* _EXERCISE_:
Find and return every line of the data that contains the word "canvas".

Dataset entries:
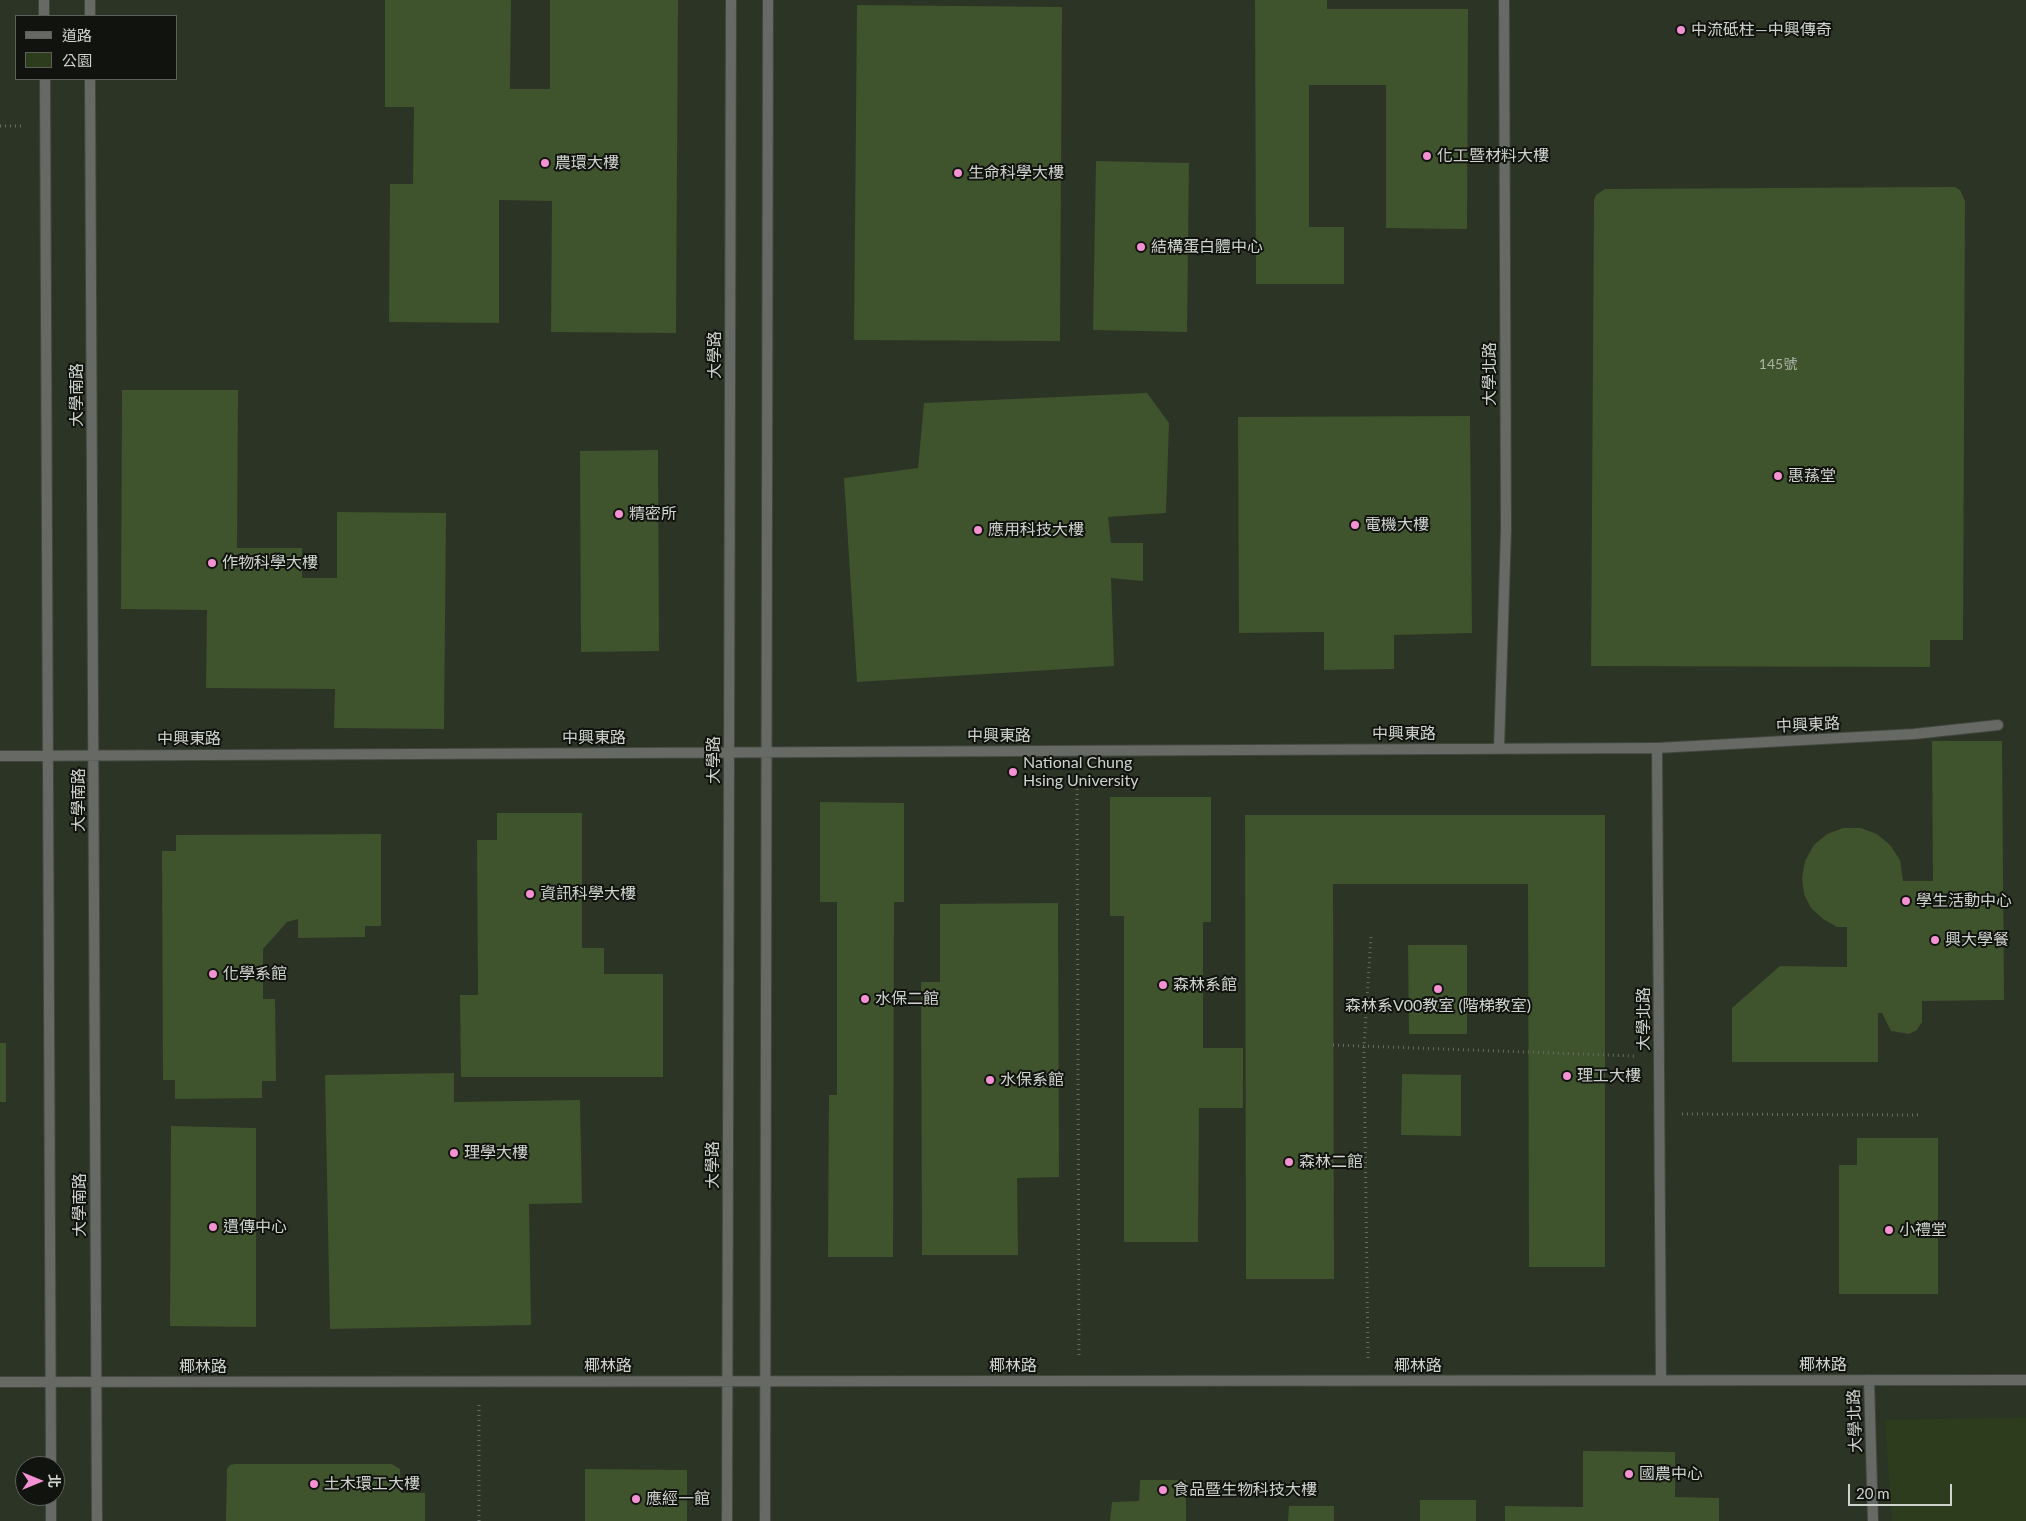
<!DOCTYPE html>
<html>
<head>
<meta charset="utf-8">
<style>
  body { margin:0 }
  #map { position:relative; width:2026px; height:1521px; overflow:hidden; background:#262b22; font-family:Lato,"Noto Sans TC",sans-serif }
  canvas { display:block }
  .legend { position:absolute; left:15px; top:15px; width:162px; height:65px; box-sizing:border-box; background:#11130f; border:1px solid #5d605b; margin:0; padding:6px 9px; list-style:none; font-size:15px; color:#cfd3cd }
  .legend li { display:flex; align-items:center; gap:10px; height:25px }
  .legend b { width:25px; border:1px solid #5d605b }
  .north { position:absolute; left:15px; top:1456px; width:50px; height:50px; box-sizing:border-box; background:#11130f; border:1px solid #5d605b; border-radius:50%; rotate:90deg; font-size:14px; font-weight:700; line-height:20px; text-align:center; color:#cfd3cd }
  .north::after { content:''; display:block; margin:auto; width:18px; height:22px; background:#f491d3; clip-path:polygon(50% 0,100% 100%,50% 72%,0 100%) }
  .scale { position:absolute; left:1848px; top:1484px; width:104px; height:22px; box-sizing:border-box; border:2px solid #cfd3cd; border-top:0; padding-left:6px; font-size:15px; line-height:18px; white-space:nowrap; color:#cfd3cd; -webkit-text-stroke:4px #11130f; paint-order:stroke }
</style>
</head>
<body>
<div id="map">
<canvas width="2026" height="1521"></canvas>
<ul class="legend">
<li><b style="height:6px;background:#666964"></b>道路</li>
<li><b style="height:14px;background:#2c3c1d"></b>公園</li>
</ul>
<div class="north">北</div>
<div class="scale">20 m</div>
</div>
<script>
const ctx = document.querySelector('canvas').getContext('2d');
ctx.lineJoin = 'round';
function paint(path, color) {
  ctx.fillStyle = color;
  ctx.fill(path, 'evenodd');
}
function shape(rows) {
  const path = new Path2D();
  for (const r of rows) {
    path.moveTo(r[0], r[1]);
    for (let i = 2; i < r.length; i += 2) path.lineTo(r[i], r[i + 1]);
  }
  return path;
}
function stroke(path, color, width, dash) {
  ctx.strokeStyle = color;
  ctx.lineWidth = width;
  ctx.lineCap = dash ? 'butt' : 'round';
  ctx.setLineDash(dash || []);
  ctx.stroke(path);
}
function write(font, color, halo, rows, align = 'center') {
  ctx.font = font + ' Lato,"Noto Sans TC",sans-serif';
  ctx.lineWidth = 4;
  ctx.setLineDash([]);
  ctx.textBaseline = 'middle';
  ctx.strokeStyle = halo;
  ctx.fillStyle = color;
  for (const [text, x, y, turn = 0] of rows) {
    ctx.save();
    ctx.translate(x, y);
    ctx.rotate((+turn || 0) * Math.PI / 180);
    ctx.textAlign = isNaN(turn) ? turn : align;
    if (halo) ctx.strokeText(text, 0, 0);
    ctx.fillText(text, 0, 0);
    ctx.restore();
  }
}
paint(shape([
  [0,0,2026,0,2026,1521,0,1521],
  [16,16,176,16,176,79,16,79],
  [25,1466,55,1466,55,1496,25,1496]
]), '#2c3425');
paint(shape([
  [2026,1417,2026,1521,1892,1521,1885,1420]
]), '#2c3c1d');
paint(shape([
  [385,0,511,0,510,89,550,89,550,0,678,0,676,333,551,332,552,201,499,200,499,323,389,322,390,184,413,184,414,107,385,107],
  [1255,0,1327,0,1327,9,1468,9,1467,229,1386,228,1386,85,1309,85,1309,227,1344,227,1344,284,1256,284],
  [857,5,1062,7,1060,341,854,340],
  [1096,161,1189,163,1187,332,1093,330],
  [1955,187,1960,190,1965,201,1963,640,1930,640,1930,667,1591,666,1594,200,1596,195,1605,189],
  [122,390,238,390,237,548,302,548,302,578,337,578,337,512,446,513,444,729,334,728,335,689,206,688,207,610,121,609],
  [1147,393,1169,423,1166,513,1108,517,1111,543,1143,543,1143,581,1111,578,1114,666,857,682,844,478,918,468,924,403],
  [1470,416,1472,633,1394,635,1394,669,1324,670,1324,632,1239,633,1238,417],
  [658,450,659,651,581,652,580,451],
  [1932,741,2002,741,2004,1000,1922,1001,1922,1022,1917,1030,1909,1034,1891,1031,1882,1013,1878,1013,1878,1062,1732,1062,1732,1008,1780,966,1847,967,1847,927,1837,927,1823,919,1811,908,1804,894,1802,878,1805,861,1814,845,1827,834,1843,828,1861,828,1877,834,1890,845,1900,860,1903,881,1933,881],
  [1110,797,1211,797,1211,922,1203,922,1203,1048,1243,1048,1243,1108,1199,1108,1198,1242,1124,1242,1124,916,1110,916],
  [820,802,904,803,904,902,894,902,893,1257,828,1257,829,1095,837,1095,837,902,820,902],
  [497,813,582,813,582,948,604,948,604,974,663,974,663,1077,461,1077,460,995,478,995,477,840,497,840],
  [1245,815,1605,815,1605,1267,1529,1267,1528,884,1333,884,1334,1279,1246,1279],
  [381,834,381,926,365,926,365,937,298,938,298,919,287,922,263,949,263,999,275,999,276,1081,262,1081,262,1098,175,1099,175,1080,163,1080,162,851,176,851,176,835],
  [1058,903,1059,1177,1017,1178,1018,1255,922,1255,921,982,940,982,940,904],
  [1408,945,1467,945,1467,1034,1409,1034],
  [0,1043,6,1043,6,1102,0,1102],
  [454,1073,454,1102,580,1100,582,1203,529,1204,531,1325,330,1329,325,1075],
  [1402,1074,1461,1075,1461,1136,1401,1135],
  [171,1126,256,1128,256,1327,170,1326],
  [1857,1138,1938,1138,1938,1294,1839,1294,1839,1165,1857,1165],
  [1583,1451,1675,1452,1675,1497,1719,1498,1719,1521,1505,1521,1505,1506,1583,1507],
  [235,1464,392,1464,400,1469,401,1493,425,1493,425,1521,226,1521,227,1469,230,1465],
  [585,1469,687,1470,687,1521,585,1521],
  [1140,1480,1186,1480,1186,1521,1110,1521,1112,1502,1139,1501],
  [1420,1500,1476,1500,1476,1521,1420,1521],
  [1289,1506,1334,1506,1334,1521,1288,1521]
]), '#3f532c');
const lane = shape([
  [1657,748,1914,734,1998,725]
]);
const street = shape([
  [44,0,44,16],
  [90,0,90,16],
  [45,79,51,1466],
  [90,79,97,1521],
  [1499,749,1506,530,1504,0],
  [0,756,1657,748,1661,1380],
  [1869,1380,1873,1521],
  [0,1382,2026,1380],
  [51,1496,51,1521],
  [727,1521,731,0],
  [765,1521,768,0]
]);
stroke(lane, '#41463d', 12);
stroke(street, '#41463d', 12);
stroke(shape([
  [0,126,22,126],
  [1077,774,1079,1358],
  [1333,1045,1636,1056],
  [1682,1114,1920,1115],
  [1368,1358,1364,1047,1371,937],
  [479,1521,479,1404]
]), '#676c64', 3, [1, 4]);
stroke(lane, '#666964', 10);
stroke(street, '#666964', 10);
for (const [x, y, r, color] of [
  [1681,30,5,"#f491d3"],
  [1427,156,5,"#f491d3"],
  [545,163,5,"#f491d3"],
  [958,173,5,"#f491d3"],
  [1141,247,5,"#f491d3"],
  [1778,476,5,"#f491d3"],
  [619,514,5,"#f491d3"],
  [1355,525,5,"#f491d3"],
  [978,530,5,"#f491d3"],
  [212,563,5,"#f491d3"],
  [1013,772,5,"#f491d3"],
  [530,894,5,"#f491d3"],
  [1906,901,5,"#f491d3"],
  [1935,940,5,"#f491d3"],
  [213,974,5,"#f491d3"],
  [1163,985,5,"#f491d3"],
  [1438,989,5,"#f491d3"],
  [865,999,5,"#f491d3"],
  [1567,1076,5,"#f491d3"],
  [990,1080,5,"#f491d3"],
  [454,1153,5,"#f491d3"],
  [1289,1162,5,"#f491d3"],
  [213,1227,5,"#f491d3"],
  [1889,1230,5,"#f491d3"],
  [1629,1474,5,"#f491d3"],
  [314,1484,5,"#f491d3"],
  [1163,1490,5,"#f491d3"],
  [636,1499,5,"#f491d3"]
]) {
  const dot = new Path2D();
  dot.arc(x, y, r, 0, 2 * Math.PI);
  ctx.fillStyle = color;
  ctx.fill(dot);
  stroke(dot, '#11130f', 2);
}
write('14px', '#abb3a5', null, [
  ["145號",1778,364]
]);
write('16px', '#cfd3cd', '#11130f', [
  ["中流砥柱—中興傳奇",1691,30],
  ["化工暨材料大樓",1437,156],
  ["農環大樓",555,163],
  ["生命科學大樓",968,173],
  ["結構蛋白體中心",1151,247],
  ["惠蓀堂",1788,476],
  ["精密所",629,514],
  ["電機大樓",1365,525],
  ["應用科技大樓",988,530],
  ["作物科學大樓",222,563],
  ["National Chung",1023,763],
  ["Hsing University",1023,781],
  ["資訊科學大樓",540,894],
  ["學生活動中心",1916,901],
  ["興大學餐",1945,940],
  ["化學系館",223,974],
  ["森林系館",1173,985],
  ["水保二館",875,999],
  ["森林系V00教室 (階梯教室)",1438,1006,"center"],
  ["理工大樓",1577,1076],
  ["水保系館",1000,1080],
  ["理學大樓",464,1153],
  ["森林二館",1299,1162],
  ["遺傳中心",223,1227],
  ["小禮堂",1899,1230],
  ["國農中心",1639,1474],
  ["土木環工大樓",324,1484],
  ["食品暨生物科技大樓",1173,1490],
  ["應經一館",646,1499]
], 'left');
write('16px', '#cfd3cd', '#11130f', [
  ["大學路",715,355,-90],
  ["大學北路",1490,374,-90],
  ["大學南路",77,395,-90],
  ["中興東路",1808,725,-3],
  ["中興東路",1404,734],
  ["中興東路",999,736],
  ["中興東路",594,738],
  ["中興東路",189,739],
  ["大學路",714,760,-90],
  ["大學南路",79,800,-90],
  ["大學北路",1644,1019,-90],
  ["大學路",713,1165,-90],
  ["大學南路",80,1205,-90],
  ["椰林路",1823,1365],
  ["椰林路",608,1366],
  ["椰林路",1013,1366],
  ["椰林路",1418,1366],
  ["椰林路",203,1367],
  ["大學北路",1855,1421,-92]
]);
</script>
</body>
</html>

* _TASK RESPONSE_:
  canvas { display:block }
<canvas width="2026" height="1521"></canvas>
const ctx = document.querySelector('canvas').getContext('2d');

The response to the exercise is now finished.